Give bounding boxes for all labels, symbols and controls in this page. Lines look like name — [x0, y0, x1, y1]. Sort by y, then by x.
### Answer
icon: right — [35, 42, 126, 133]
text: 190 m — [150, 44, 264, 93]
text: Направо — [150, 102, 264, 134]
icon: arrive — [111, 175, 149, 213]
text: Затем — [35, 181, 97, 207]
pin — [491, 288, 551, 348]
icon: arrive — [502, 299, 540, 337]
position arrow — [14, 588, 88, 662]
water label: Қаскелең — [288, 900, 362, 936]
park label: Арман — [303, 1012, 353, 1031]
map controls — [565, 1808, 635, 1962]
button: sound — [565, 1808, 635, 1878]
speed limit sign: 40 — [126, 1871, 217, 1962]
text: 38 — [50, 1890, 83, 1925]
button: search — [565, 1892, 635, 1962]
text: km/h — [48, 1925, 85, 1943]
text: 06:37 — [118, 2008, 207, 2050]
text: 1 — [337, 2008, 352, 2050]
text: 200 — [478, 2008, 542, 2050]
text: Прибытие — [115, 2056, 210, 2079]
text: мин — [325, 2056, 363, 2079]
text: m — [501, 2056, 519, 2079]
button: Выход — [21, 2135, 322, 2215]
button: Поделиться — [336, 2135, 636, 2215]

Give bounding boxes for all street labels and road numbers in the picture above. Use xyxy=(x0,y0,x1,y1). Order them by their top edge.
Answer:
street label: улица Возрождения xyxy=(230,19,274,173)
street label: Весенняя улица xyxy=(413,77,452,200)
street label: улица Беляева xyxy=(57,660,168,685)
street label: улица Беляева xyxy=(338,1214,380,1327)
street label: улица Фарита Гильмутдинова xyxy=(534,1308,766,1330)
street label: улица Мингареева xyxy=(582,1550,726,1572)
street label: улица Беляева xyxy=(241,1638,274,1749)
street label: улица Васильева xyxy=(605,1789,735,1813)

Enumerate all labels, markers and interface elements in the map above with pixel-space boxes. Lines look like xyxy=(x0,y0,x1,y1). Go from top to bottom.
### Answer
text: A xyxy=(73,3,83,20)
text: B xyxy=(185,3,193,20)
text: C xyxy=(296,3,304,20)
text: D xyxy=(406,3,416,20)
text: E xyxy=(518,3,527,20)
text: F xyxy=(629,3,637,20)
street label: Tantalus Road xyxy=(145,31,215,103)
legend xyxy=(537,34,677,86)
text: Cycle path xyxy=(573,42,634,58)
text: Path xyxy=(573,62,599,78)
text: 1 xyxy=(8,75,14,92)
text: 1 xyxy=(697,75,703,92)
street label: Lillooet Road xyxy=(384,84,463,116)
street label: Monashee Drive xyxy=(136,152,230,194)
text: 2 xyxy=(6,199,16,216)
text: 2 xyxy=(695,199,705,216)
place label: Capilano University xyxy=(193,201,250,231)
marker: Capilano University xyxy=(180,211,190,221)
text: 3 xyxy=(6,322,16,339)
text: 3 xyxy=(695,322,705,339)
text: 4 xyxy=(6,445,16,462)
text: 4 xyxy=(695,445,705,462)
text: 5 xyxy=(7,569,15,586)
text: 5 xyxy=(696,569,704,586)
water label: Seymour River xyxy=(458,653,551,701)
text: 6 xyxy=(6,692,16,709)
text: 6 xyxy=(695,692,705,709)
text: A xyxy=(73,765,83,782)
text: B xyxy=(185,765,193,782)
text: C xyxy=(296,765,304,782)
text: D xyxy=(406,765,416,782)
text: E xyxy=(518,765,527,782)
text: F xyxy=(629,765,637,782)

= = = = =

**WHAT YOU NEED TO DO:**
Using the entries above, state how many lines contain the string "boxes"; the number is all that is needed.

**TASK OUTPUT:**
3